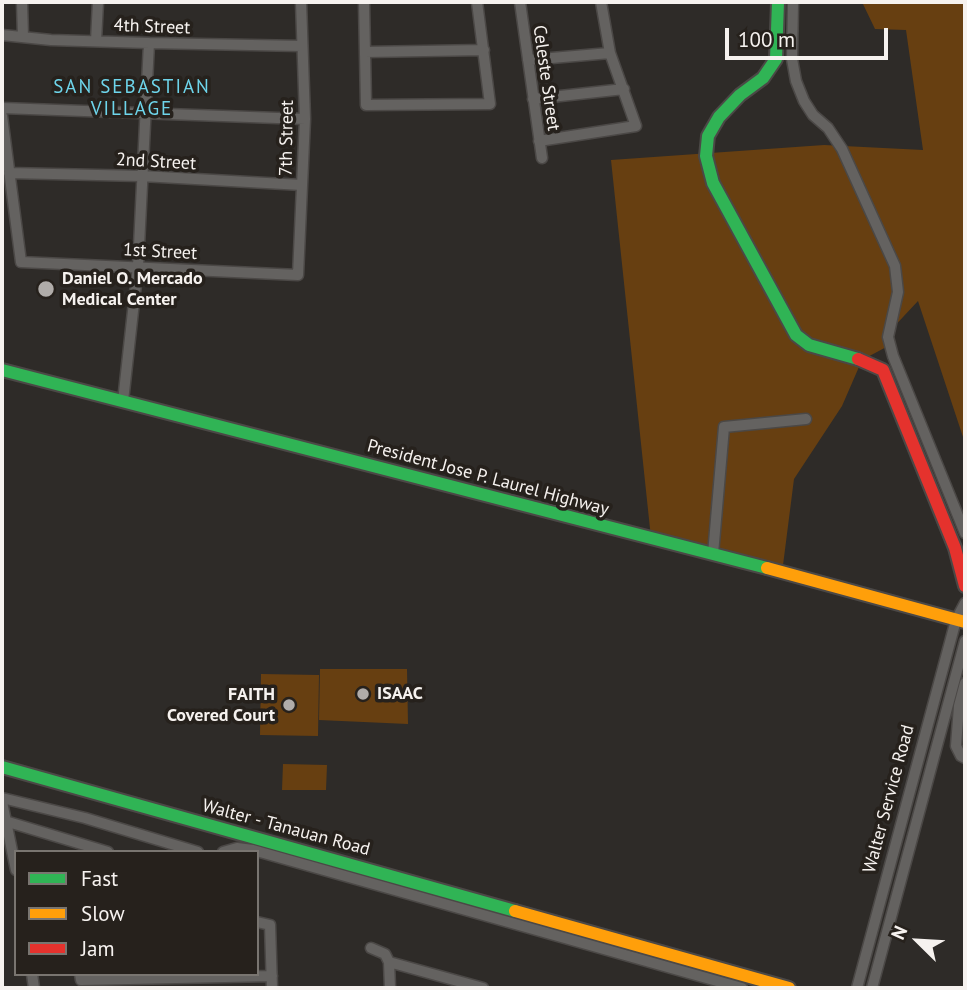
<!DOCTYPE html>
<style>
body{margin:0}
#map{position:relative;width:967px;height:990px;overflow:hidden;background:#2e2b28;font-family:"PT Sans",sans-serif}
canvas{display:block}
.frame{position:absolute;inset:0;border:4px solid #f6f2ef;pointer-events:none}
.legend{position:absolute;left:14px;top:850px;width:245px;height:126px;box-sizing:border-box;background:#26211c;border:2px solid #797570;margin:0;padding:9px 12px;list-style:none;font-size:21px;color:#f6f2ef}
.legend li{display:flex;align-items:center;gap:14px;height:35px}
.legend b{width:35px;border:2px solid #797570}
.north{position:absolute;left:883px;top:906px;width:70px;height:70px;-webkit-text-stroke:5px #26211c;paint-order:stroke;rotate:294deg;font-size:19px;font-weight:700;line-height:28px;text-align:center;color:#f6f2ef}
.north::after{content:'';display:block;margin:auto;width:24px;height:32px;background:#f6f2ef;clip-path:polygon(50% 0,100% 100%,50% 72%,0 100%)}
.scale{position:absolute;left:725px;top:28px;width:163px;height:32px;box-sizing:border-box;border:4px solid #f6f2ef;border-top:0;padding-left:9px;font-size:21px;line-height:24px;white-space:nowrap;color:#f6f2ef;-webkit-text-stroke:5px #26211c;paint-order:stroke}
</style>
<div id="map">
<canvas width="967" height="990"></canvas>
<div class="frame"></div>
<ul class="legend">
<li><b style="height:9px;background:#30b455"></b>Fast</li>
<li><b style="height:9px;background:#ff9f0a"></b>Slow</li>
<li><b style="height:9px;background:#e5322d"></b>Jam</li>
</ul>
<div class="north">N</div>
<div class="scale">100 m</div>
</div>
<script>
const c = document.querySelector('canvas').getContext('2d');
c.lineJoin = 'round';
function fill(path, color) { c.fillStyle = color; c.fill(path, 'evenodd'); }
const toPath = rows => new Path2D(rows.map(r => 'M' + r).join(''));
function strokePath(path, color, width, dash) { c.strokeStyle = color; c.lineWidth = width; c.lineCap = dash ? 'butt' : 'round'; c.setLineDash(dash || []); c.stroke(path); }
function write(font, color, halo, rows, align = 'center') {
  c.font = font + ' "PT Sans",sans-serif'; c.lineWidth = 7; c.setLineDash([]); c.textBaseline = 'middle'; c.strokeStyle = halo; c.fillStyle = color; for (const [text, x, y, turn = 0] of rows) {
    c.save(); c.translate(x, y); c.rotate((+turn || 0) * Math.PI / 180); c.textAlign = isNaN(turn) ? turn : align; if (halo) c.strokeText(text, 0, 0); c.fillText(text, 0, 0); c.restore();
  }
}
fill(toPath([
 [862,2,965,2,965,443,918,301,889,332,890,345,862,360,842,406,794,479,782,573,651,538,611,160,824,145,923,150,906,30,875,29],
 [320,669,407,669,408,724,319,720],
 [261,674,319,675,318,736,260,735],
 [283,764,327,765,326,790,282,790]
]), '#673f11');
const street = toPath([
 [22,2,23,37],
 [364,2,366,105,490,104,477,2],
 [520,2,542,158],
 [793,2,792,59,796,81,804,101,813,115,828,128,842,149,895,266,898,292,888,337,893,356,965,533],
 [2,35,51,40,149,43,302,46],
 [96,41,98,2],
 [365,52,484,50],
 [528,60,610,53],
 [533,99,624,89],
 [2,108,305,119],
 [2,116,21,262,298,275,305,119,301,2],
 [539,141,636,126,610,53,601,2],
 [9,173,142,176,302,185],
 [123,401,138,266,149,43],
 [713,554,724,427,806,419],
 [965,683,959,706,956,746,961,756,965,758],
 [2,798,85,818,198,852],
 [2,802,16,870],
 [5,821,108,852],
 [223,852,237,848,253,850,742,988],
 [257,922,270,925,272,988],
 [371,948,385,954,389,962,390,988],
 [389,962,483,988],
 [32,974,34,988],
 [80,974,81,980,272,976],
 [857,988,956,620,965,603],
 [872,988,965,641]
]);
const fast = toPath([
 [778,2,776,59,763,78,740,95,719,117,708,136,706,156,713,183,796,335,809,345,858,359],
 [2,370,767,568],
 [2,767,515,911]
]);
const slow = toPath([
 [767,568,965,622],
 [515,911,789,988]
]);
const jam = toPath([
 [858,359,883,370,955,548,965,586]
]);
strokePath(street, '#4b4846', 13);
strokePath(fast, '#4b4846', 16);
strokePath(slow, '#4b4846', 16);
strokePath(jam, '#4b4846', 16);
strokePath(street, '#646260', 10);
strokePath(fast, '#30b455', 12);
strokePath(slow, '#ff9f0a', 12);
strokePath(jam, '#e5322d', 12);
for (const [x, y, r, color] of [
 [46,289,9,"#b0aca9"],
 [363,694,7,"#b0aca9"],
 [289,705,7,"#b0aca9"]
]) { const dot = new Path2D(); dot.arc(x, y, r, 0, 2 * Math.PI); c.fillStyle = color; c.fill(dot); strokePath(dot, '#26211c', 2.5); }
write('18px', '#f6f2ef', '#26211c', [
 ["4th Street",152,27,2],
 ["Celeste Street",546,78,82],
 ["7th Street",287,138,-89],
 ["2nd Street",156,162,3],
 ["1st Street",160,252,3],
 ["President Jose P. Laurel Highway",488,478,15],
 ["Walter Service Road",889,799,-75],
 ["Walter - Tanauan Road",286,828,15]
]);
write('bold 18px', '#f6f2ef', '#26211c', [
 ["Daniel O. Mercado",62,279],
 ["Medical Center",62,300],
 ["ISAAC",377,694],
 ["FAITH",275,695,"right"],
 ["Covered Court",275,716,"right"]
], 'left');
c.letterSpacing = '2px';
write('19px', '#6ed5eb', '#26211c', [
 ["SAN SEBASTIAN",132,88],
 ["VILLAGE",132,110]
]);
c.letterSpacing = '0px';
</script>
________
_Task directions_:
Return the number of lines in the data above that include the word "canvas", and nothing else.

_Expected answer_:
3